SUPPLIED DATA Block Start

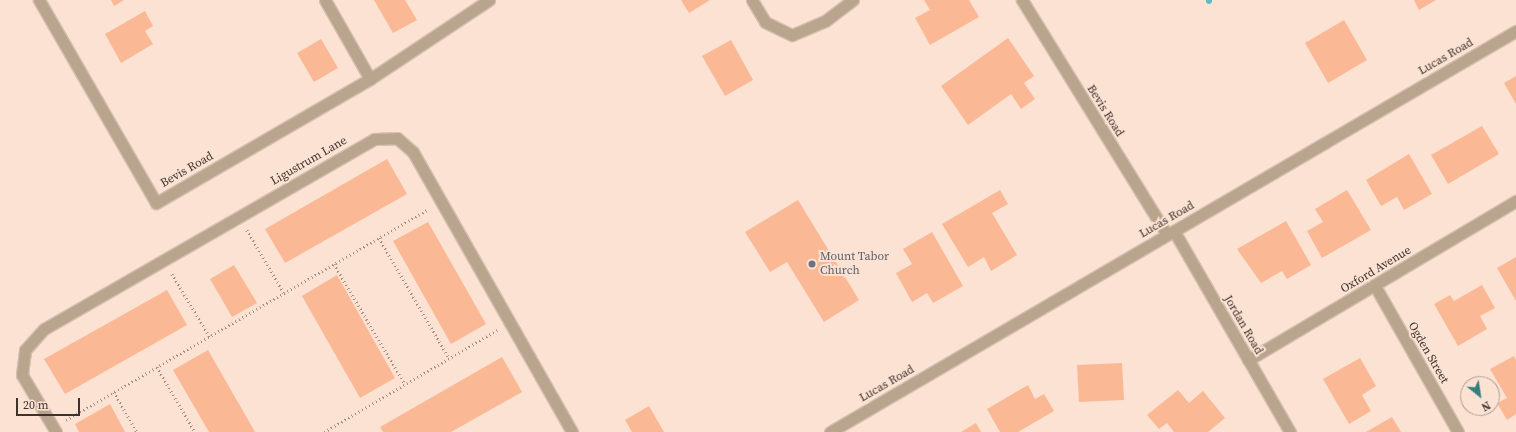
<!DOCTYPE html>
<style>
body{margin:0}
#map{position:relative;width:1516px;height:432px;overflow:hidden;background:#fbe2d3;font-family:"Source Serif 4",serif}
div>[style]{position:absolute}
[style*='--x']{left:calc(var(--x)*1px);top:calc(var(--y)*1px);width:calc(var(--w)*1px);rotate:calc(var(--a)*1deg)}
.stream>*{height:6px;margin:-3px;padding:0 3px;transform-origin:3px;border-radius:3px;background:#5ebdc4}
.building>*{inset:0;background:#fab895}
.path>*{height:2.5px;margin-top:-1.25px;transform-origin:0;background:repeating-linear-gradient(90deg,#a39085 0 1px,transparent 0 4px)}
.roads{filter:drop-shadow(1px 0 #d5bfb1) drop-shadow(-1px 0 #d5bfb1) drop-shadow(0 1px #d5bfb1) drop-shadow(0 -1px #d5bfb1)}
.minor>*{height:11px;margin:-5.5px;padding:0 5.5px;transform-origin:5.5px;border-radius:5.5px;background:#b9a58d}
.tertiary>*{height:11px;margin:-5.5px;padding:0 5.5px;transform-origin:5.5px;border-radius:5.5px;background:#b9a58d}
.dots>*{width:11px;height:11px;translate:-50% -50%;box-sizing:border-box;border:2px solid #fbe2d3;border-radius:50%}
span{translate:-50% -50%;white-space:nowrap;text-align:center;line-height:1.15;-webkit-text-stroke:4px #fbe2d3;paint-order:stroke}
.street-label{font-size:12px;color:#3e322b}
.worship-label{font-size:12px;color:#5b616d}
.left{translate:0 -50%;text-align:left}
.north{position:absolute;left:1460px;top:376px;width:40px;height:40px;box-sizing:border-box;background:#fbe2d3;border:1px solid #af9c90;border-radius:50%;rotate:150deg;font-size:11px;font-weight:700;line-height:16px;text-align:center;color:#3e322b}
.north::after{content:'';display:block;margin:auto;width:14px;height:18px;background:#357e7f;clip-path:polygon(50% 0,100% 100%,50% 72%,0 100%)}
.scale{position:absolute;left:16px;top:398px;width:64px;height:18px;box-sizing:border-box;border:2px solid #3e322b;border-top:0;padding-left:5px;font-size:12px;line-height:14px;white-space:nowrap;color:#3e322b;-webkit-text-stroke:3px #fbe2d3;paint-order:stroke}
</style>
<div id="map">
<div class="stream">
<i style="--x:1209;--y:0;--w:1;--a:90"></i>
</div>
<div class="building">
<i style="clip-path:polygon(111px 0,124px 0,114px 6px)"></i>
<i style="clip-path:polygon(374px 0,405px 0,417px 20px,393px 33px)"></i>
<i style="clip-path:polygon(681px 0,710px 0,689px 13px)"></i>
<i style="clip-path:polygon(924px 0,969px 0,979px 17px,930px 45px,915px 18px,930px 10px)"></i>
<i style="clip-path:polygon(1414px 0,1436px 0,1419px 10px)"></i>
<i style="clip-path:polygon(145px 11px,153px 26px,145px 31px,153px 44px,121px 63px,105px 34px)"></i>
<i style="clip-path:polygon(1344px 20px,1367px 60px,1328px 83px,1305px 43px)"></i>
<i style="clip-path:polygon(1008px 38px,1034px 76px,1024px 83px,1035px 99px,1021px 109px,1011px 94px,968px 125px,941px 86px)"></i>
<i style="clip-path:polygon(321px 39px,338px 68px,314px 82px,297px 53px)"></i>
<i style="clip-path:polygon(731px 40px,753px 80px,725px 96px,702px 56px)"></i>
<i style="clip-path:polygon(1516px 76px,1516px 104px,1504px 83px)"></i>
<i style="clip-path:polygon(1482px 126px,1499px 154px,1448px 184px,1431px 155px)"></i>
<i style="clip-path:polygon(1409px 154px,1432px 194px,1404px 210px,1397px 197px,1381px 206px,1366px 180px)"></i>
<i style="clip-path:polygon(387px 159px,407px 194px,285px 263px,265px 229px)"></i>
<i style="clip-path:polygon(1000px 190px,1008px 204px,992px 213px,1017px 255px,991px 271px,984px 257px,968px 267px,942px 224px)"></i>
<i style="clip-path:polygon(1347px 190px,1371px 230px,1322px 258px,1307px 231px,1323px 222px,1315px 209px)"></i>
<i style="clip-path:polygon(798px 200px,859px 300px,824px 322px,787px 262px,770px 272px,745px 232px)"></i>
<i style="clip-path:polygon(1286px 221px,1311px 265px,1287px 279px,1282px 271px,1261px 283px,1237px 249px)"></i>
<i style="clip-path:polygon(428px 222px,486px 324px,451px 344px,393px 241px)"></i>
<i style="clip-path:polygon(932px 232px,963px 286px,933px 303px,927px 293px,912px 302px,896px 273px,912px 264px,903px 249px)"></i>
<i style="clip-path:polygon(1516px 257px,1516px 301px,1497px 268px)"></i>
<i style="clip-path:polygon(234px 265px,257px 303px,232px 317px,210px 279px)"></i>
<i style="clip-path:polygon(337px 275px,395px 378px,360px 398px,302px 296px)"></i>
<i style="clip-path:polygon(1482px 285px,1495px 308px,1480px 316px,1487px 329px,1458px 346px,1434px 304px,1450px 295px,1454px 301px)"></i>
<i style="clip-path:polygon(167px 290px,187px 325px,65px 394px,44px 359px)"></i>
<i style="clip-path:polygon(208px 350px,255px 432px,209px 432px,173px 370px)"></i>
<i style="clip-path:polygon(1514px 356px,1516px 360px,1516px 414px,1507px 420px,1497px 403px,1507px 398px,1490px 369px)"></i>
<i style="clip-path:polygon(502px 357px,522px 392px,451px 432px,383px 432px,380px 427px)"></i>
<i style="clip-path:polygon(1360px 358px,1376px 386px,1362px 395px,1371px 411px,1349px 424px,1323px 379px)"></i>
<i style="clip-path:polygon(1122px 363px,1124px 400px,1079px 402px,1077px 365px)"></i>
<i style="clip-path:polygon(1028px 385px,1035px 399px,1044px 394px,1054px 411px,1018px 432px,1000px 432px,987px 409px)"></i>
<i style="clip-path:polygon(1178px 390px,1189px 403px,1203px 391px,1225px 418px,1208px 432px,1174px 432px,1167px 423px,1159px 429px,1147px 415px)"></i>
<i style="clip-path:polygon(110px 404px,125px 432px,79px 432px,75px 424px)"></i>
<i style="clip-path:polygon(649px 406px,664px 432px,632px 432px,625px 420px)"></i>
<i style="clip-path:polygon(1392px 417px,1401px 432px,1366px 432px)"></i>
<i style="clip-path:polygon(976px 423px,981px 432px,961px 432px)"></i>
</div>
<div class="path">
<i style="--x:247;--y:230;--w:73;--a:59.6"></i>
<i style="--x:379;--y:238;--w:139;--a:59.7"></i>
<i style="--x:334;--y:264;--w:139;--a:59.4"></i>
<i style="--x:172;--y:274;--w:74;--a:58.9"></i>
<i style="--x:157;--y:367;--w:75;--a:59.7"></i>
<i style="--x:114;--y:392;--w:46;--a:60.1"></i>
<i style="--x:66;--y:420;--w:418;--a:-30.2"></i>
<i style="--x:324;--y:432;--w:201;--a:-30.5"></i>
</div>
<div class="roads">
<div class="minor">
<i style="--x:39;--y:0;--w:234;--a:60"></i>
<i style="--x:156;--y:203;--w:247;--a:-30.1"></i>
<i style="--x:370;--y:79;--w:143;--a:-33.6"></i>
<i style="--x:325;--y:0;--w:91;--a:60.3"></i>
<i style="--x:752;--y:0;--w:26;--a:59"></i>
<i style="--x:765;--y:22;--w:30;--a:26"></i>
<i style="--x:792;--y:35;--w:36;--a:-23"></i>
<i style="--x:825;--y:21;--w:35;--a:-37"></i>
<i style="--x:1022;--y:0;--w:276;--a:58.3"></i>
<i style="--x:1174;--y:231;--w:232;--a:60"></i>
<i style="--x:1375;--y:286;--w:168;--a:60.4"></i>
<i style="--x:1248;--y:360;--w:312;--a:-30.7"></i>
<i style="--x:56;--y:432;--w:66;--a:-120.8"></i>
<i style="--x:22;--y:375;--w:25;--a:-83"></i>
<i style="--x:25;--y:350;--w:28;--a:-48"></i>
<i style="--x:44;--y:329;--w:381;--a:-29.9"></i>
<i style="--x:374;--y:139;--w:23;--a:-2"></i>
<i style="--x:397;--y:138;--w:21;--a:41"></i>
<i style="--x:413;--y:152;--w:322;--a:60.4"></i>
</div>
<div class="tertiary">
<i style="--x:830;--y:432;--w:795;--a:-30.31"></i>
</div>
</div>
<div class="dots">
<i style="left:812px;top:264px;background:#6b7280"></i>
</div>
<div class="street-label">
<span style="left:1446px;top:57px;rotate:-30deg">Lucas Road</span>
<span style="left:1105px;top:111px;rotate:58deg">Bevis Road</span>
<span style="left:309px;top:161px;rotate:-30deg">Ligustrum Lane</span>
<span style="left:187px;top:170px;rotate:-30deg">Bevis Road</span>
<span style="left:1167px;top:220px;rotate:-30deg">Lucas Road</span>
<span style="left:1376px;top:270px;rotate:-31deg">Oxford Avenue</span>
<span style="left:1243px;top:325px;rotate:60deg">Jordan Road</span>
<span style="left:1428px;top:353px;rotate:60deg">Ogden Street</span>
<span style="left:887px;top:384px;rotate:-30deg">Lucas Road</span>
</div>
<div class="worship-label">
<span class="left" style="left:820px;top:264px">Mount Tabor<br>Church</span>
</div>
<div class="north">N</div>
<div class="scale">20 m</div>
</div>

SUPPLIED DATA Block End

## TASK PROMPT
Copy out nothing but the lines from the beginning of the records through the one that contains "0 1px,transparent 0". Skip the pictures.

## EXERCISE ANSWER
<!DOCTYPE html>
<style>
body{margin:0}
#map{position:relative;width:1516px;height:432px;overflow:hidden;background:#fbe2d3;font-family:"Source Serif 4",serif}
div>[style]{position:absolute}
[style*='--x']{left:calc(var(--x)*1px);top:calc(var(--y)*1px);width:calc(var(--w)*1px);rotate:calc(var(--a)*1deg)}
.stream>*{height:6px;margin:-3px;padding:0 3px;transform-origin:3px;border-radius:3px;background:#5ebdc4}
.building>*{inset:0;background:#fab895}
.path>*{height:2.5px;margin-top:-1.25px;transform-origin:0;background:repeating-linear-gradient(90deg,#a39085 0 1px,transparent 0 4px)}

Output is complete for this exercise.